Les Présidents des Ligues Provinciales Sonnent l’Unisson : Mounguengui, le bon choix
Réunis ce 9 avril à Nomad Hotel Libreville, les présidents des ligues provinciales de football ont tenu à faire une mise au point ferme face aux polémiques entourant la prochaine élection à la tête de la Fédération Gabonaise de Football. Dans une déclaration au ton offensif, ces acteurs majeurs du football national dénoncent des attaques qu’ils jugent infondées, tout en réaffirmant leur soutien au président sortant, Pierre Alain Mounguengui.
Des critiques contre certains acteurs et la presse
D’entrée, les présidents des ligues ont fustigé l’attitude de certains acteurs du football, accusés de porter atteinte aux valeurs de fair-play et de privilégier des attaques personnelles. Ils pointent également du doigt une partie de la presse, qu’ils estiment plus préoccupée par le sensationnel que par une couverture équilibrée et responsable du football gabonais.

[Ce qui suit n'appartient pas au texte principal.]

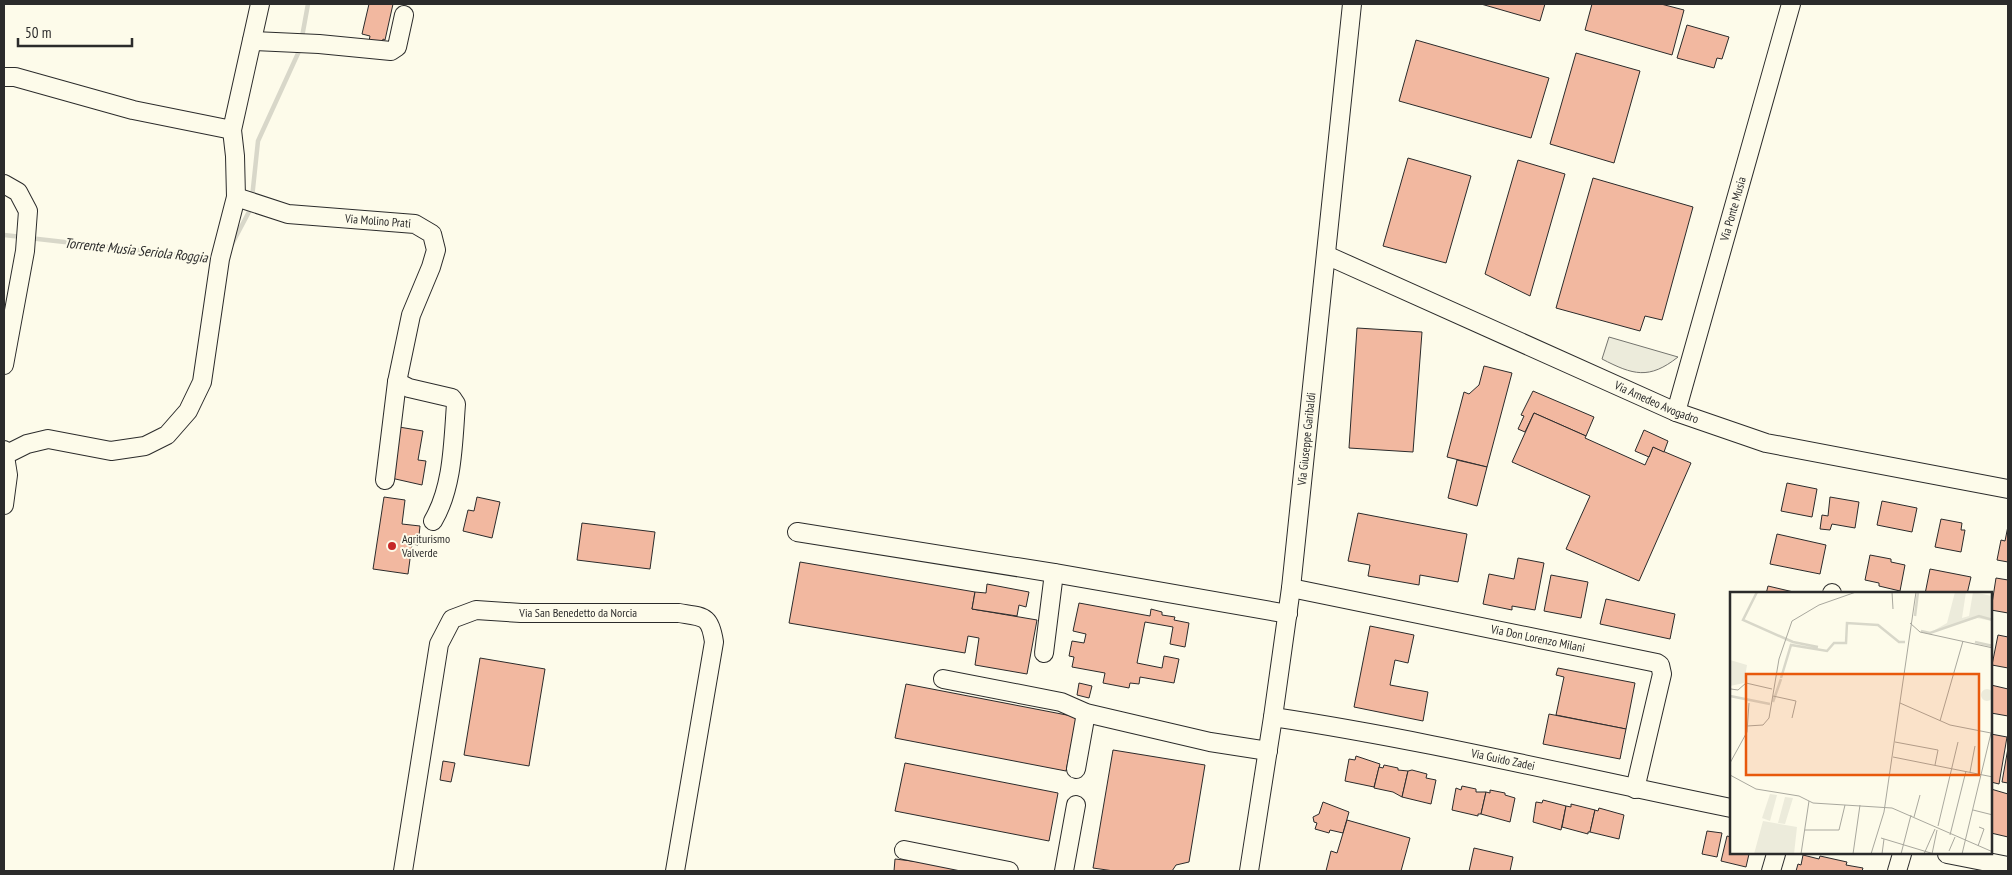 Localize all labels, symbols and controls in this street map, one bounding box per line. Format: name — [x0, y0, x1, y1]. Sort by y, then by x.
scale bar — [18, 15, 131, 47]
text: 50 m — [25, 23, 51, 42]
street label: Via Ponte Musia — [1716, 175, 1749, 244]
street label: Via Molino Prati — [344, 210, 412, 231]
water label: Torrente Musia Seriola Roggia — [64, 234, 210, 267]
street label: Via Amedeo Avogadro — [1611, 377, 1701, 426]
street label: Via Giuseppe Garibaldi — [1294, 392, 1318, 487]
place label: Agriturismo Valverde — [401, 531, 450, 560]
marker: Agriturismo Valverde — [386, 540, 398, 552]
inset map — [1730, 592, 1992, 855]
street label: Via San Benedetto da Norcia — [518, 605, 637, 620]
street label: Via Don Lorenzo Milani — [1489, 621, 1586, 655]
street label: Via Guido Zadei — [1469, 745, 1536, 773]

Des réformes statutaires validées et assumées
Au cœur des débats, les modifications des textes régissant la FEGAFOOT. Les présidents rappellent que ces réformes sont le fruit d’un long processus, initié lors du 11e congrès, avec la mise en place d’une commission ad hoc. Après près d’un an de travaux, les propositions ont été adoptées par le congrès puis validées par la FIFA.

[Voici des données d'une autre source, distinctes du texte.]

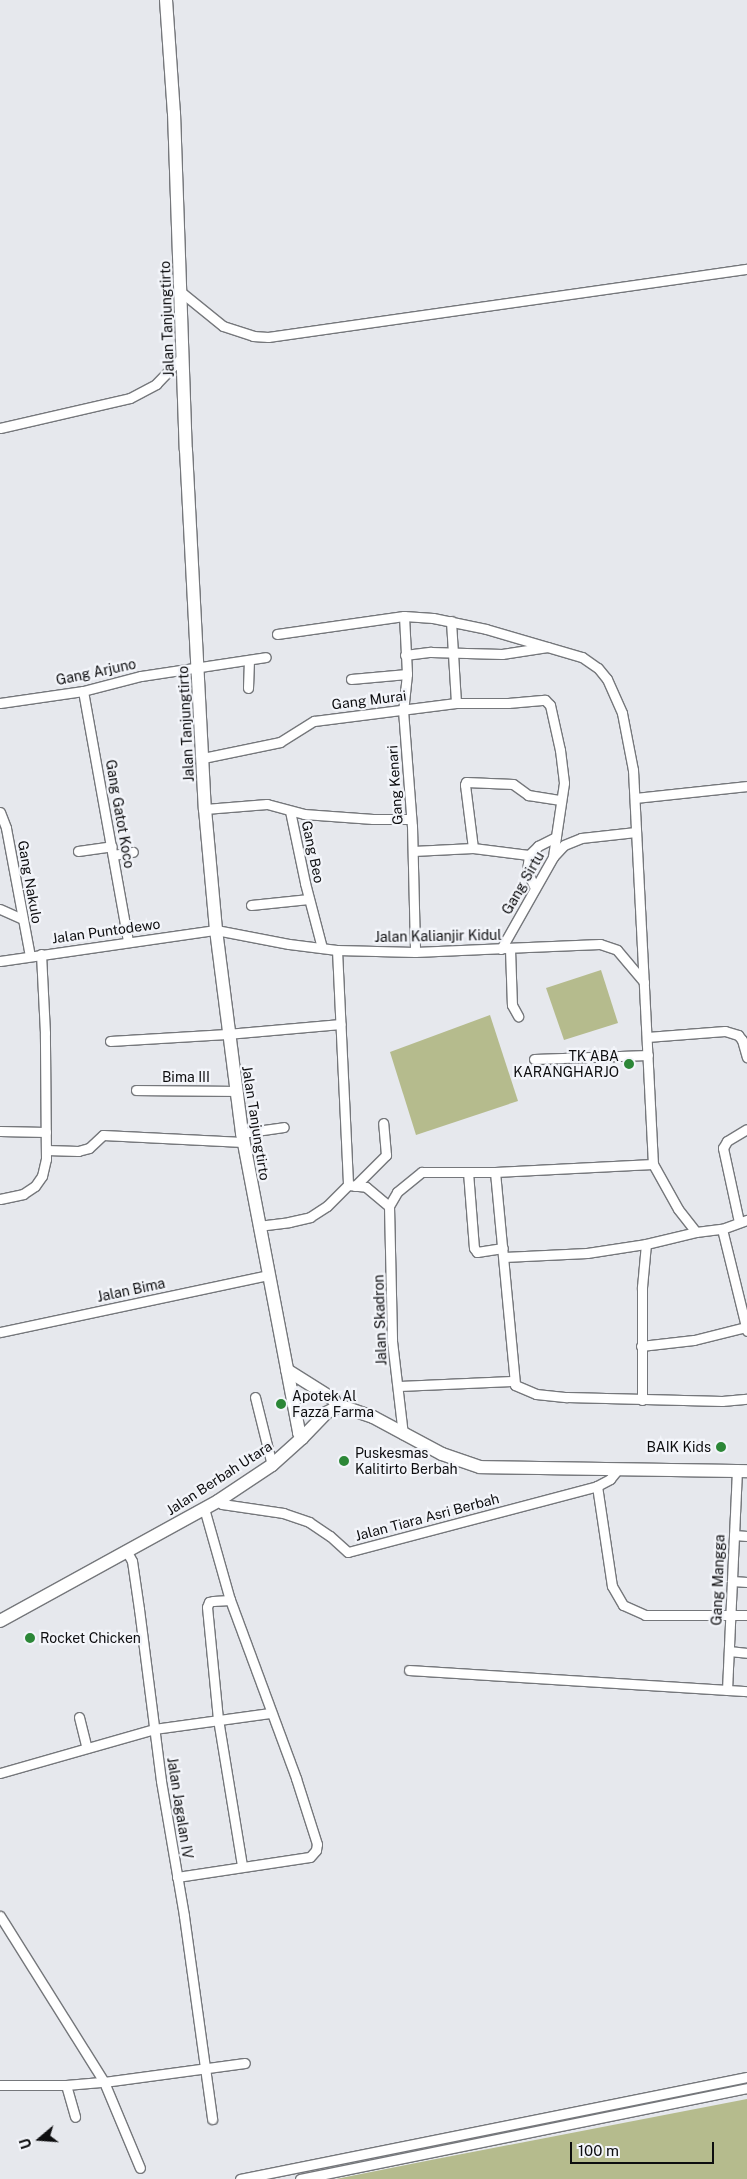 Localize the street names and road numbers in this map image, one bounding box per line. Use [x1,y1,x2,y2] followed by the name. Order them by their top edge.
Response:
[157,261,177,377] street label: Jalan Tanjungtirto
[54,655,138,689] street label: Gang Arjuno
[175,666,197,782] street label: Jalan Tanjungtirto
[331,687,407,713] street label: Gang Murai
[384,745,406,825] street label: Gang Kenari
[102,758,138,870] street label: Gang Gatot Koco
[298,819,328,885] street label: Gang Beo
[14,839,46,925] street label: Gang Nakulo
[498,849,548,917] street label: Gang Sirtu
[51,915,161,947] street label: Jalan Puntodewo
[374,926,502,946] street label: Jalan Kalianjir Kidul
[239,1064,273,1182] street label: Jalan Tanjungtirto
[162,1069,210,1085] street label: Bima III
[370,1274,390,1366] street label: Jalan Skadron
[95,1275,167,1305] street label: Jalan Bima
[163,1437,275,1519] street label: Jalan Berbah Utara
[353,1490,501,1544] street label: Jalan Tiara Asri Berbah
[708,1534,728,1626] street label: Gang Mangga
[164,1756,196,1860] street label: Jalan Jagalan IV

Parmi les avancées majeures figurent :
l’intégration des clubs de deuxième division au congrès,
la prise en compte du football féminin,
l’ouverture à de nouveaux membres,

et l’instauration du système de parrainage pour les candidatures à la présidence.

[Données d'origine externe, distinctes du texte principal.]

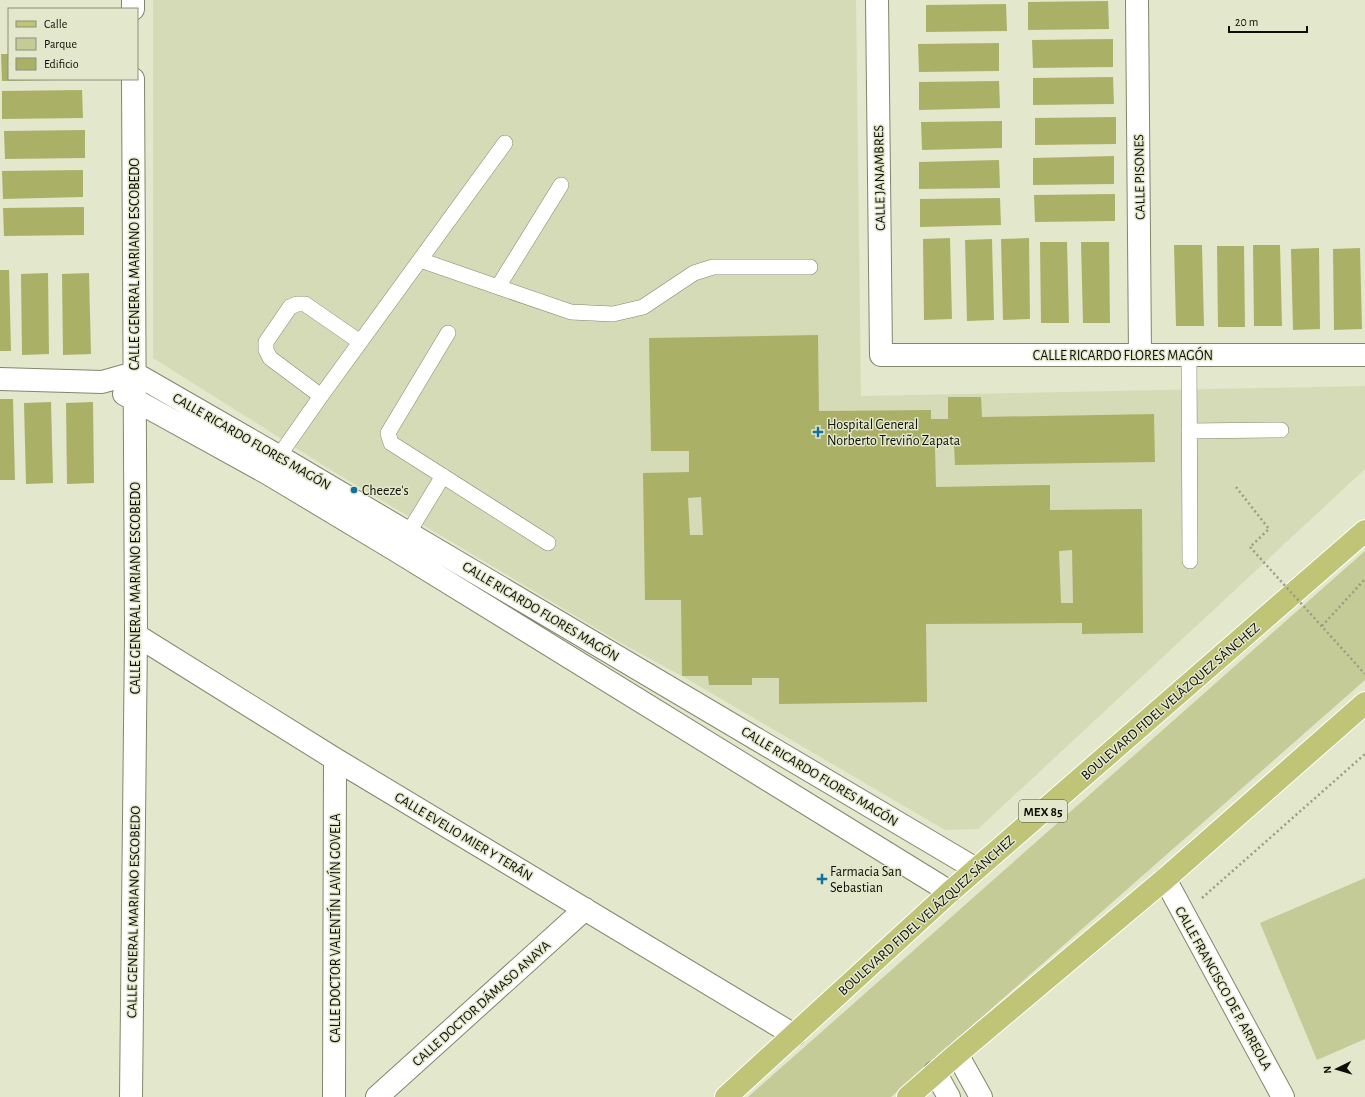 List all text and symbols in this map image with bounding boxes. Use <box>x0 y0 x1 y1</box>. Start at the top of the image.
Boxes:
legend <box>8 8 138 80</box>
scale bar <box>1229 8 1307 34</box>
text: 20 m <box>1235 16 1258 28</box>
text: Calle <box>44 18 67 30</box>
text: Parque <box>44 38 77 50</box>
text: Edificio <box>44 58 79 70</box>
street label: CALLE JANAMBRES <box>872 125 888 231</box>
street label: CALLE PISONES <box>1132 134 1148 220</box>
street label: CALLE GENERAL MARIANO ESCOBEDO <box>128 158 142 370</box>
street label: CALLE RICARDO FLORES MAGÓN <box>1033 346 1213 363</box>
street label: CALLE RICARDO FLORES MAGÓN <box>170 388 335 493</box>
place label: Hospital General Norberto Treviño Zapata <box>827 418 961 448</box>
marker: Hospital General Norberto Treviño Zapata <box>812 426 824 438</box>
street label: CALLE GENERAL MARIANO ESCOBEDO <box>129 482 143 694</box>
place label: Cheeze's <box>362 484 409 498</box>
marker: Cheeze's <box>349 485 359 495</box>
street label: CALLE RICARDO FLORES MAGÓN <box>460 557 623 664</box>
street label: BOULEVARD FIDEL VELÁZQUEZ SÁNCHEZ <box>1077 618 1263 783</box>
street label: CALLE RICARDO FLORES MAGÓN <box>739 722 902 829</box>
street label: CALLE EVELIO MIER Y TERÁN <box>392 788 537 884</box>
road number: MEX 85 <box>1019 800 1067 822</box>
street label: CALLE GENERAL MARIANO ESCOBEDO <box>125 806 143 1018</box>
street label: CALLE DOCTOR VALENTÍN LAVÍN GOVELA <box>326 813 343 1043</box>
street label: BOULEVARD FIDEL VELÁZQUEZ SÁNCHEZ <box>834 831 1017 998</box>
place label: Farmacia San Sebastian <box>830 865 902 895</box>
marker: Farmacia San Sebastian <box>817 874 827 884</box>
street label: CALLE FRANCISCO DE P. ARREOLA <box>1172 904 1274 1073</box>
street label: CALLE DOCTOR DÁMASO ANAYA <box>408 936 553 1069</box>
north arrow <box>1317 1049 1357 1089</box>
text: N <box>1322 1066 1333 1074</box>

Sur ce dernier point, les présidents des ligues se disent surpris par les contestations, rappelant que cette exigence est connue et appliquée dans plusieurs fédérations. Ils regrettent également que certains candidats n’aient pas entrepris les démarches nécessaires auprès des électeurs.
Une défense du bilan organisationnel
Les responsables provinciaux rejettent les critiques portant sur l’organisation des compétitions. Ils rappellent que plusieurs championnats nationaux de jeunes sont régulièrement organisés à travers le pays, notamment à Oyem, Lambaréné, Tchibanga ou encore Mouila.
Ils dénoncent des accusations qui, selon eux, traduisent une méconnaissance du travail accompli à l’intérieur du pays et un manque de considération pour les efforts déployés en dehors de Libreville.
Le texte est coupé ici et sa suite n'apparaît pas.